**Task instructions:** Exactly how many lines in this data contain the word "bottom"? Only the number should be given.

**Supplied information:**
····················
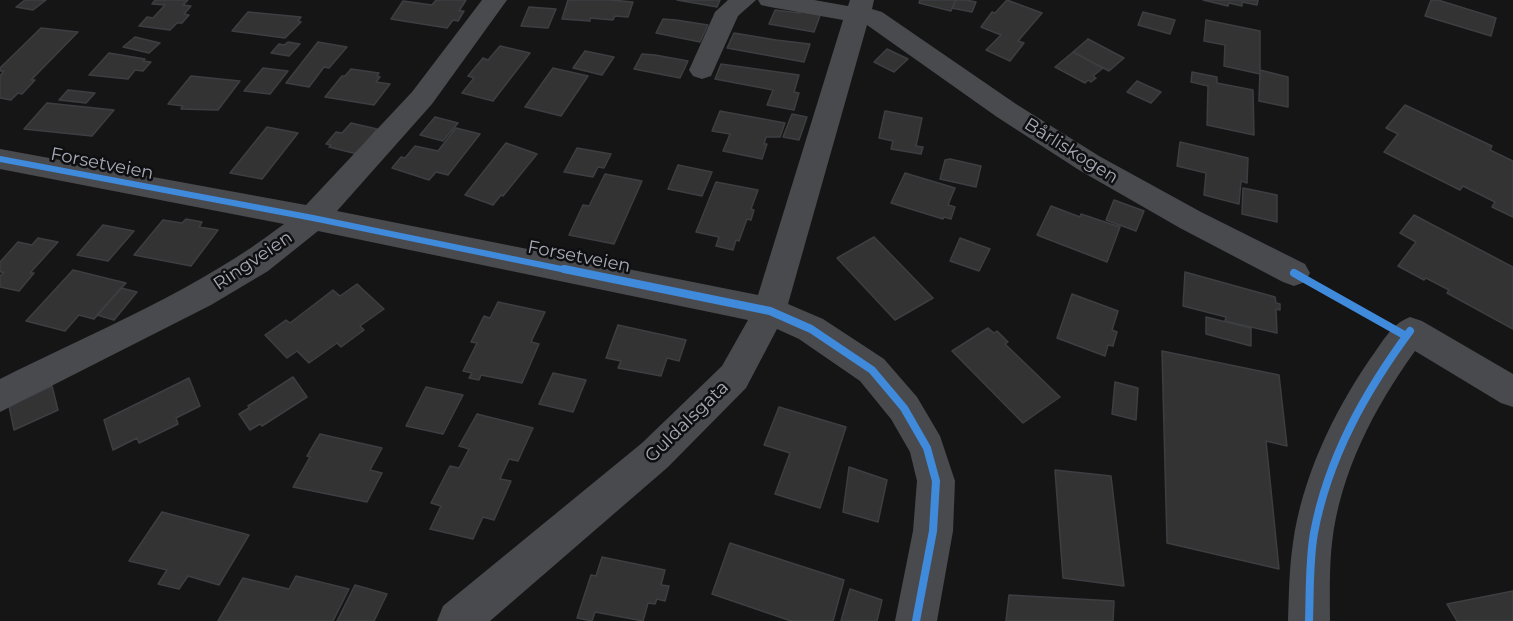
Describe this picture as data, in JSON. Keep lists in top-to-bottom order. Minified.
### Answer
····················
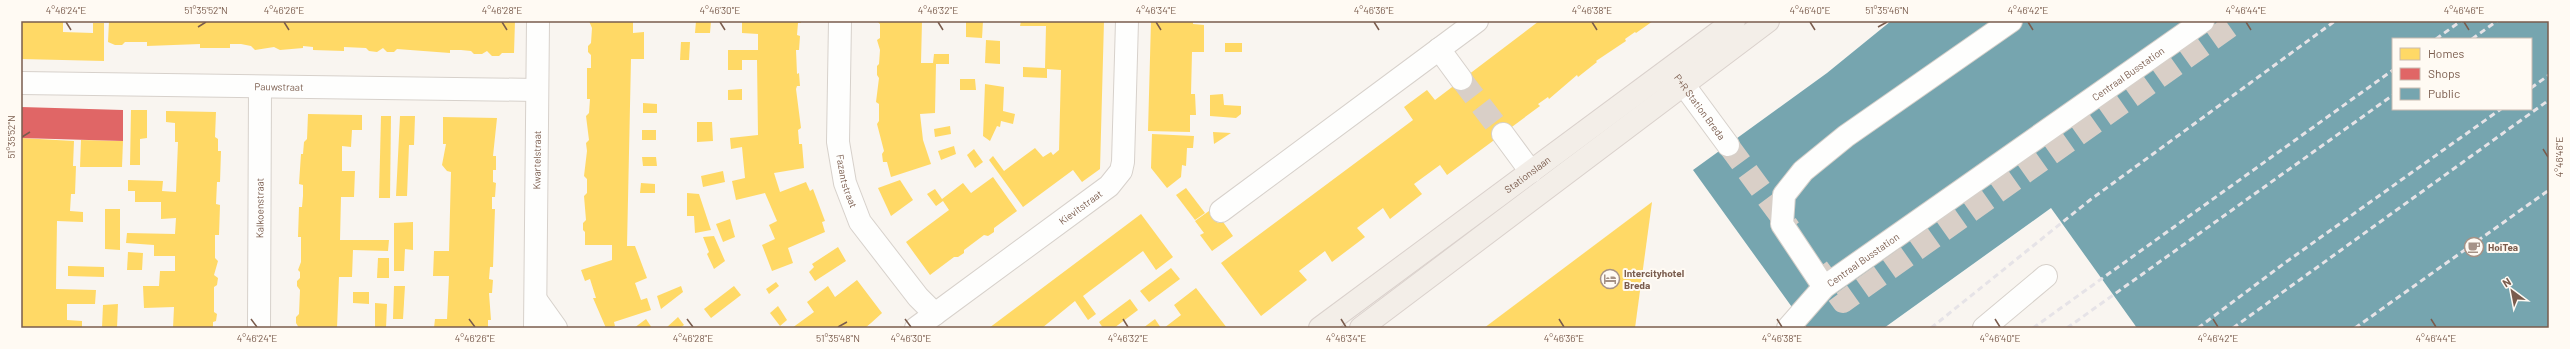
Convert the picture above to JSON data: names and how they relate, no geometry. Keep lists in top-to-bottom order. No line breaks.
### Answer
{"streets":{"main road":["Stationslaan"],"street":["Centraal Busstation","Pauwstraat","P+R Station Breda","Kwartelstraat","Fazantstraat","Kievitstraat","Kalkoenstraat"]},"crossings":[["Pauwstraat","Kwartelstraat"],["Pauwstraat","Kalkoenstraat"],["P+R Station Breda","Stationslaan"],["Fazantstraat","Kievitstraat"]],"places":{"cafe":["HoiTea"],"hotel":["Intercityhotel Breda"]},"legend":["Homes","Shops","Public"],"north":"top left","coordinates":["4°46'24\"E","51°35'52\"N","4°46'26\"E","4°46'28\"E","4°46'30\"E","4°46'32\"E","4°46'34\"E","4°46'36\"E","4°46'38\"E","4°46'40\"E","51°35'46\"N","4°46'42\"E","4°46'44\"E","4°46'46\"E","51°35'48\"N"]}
····················
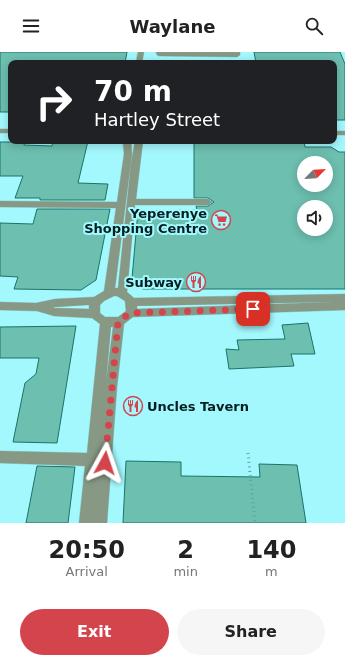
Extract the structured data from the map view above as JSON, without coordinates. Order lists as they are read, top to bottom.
····················
**Your response:** 3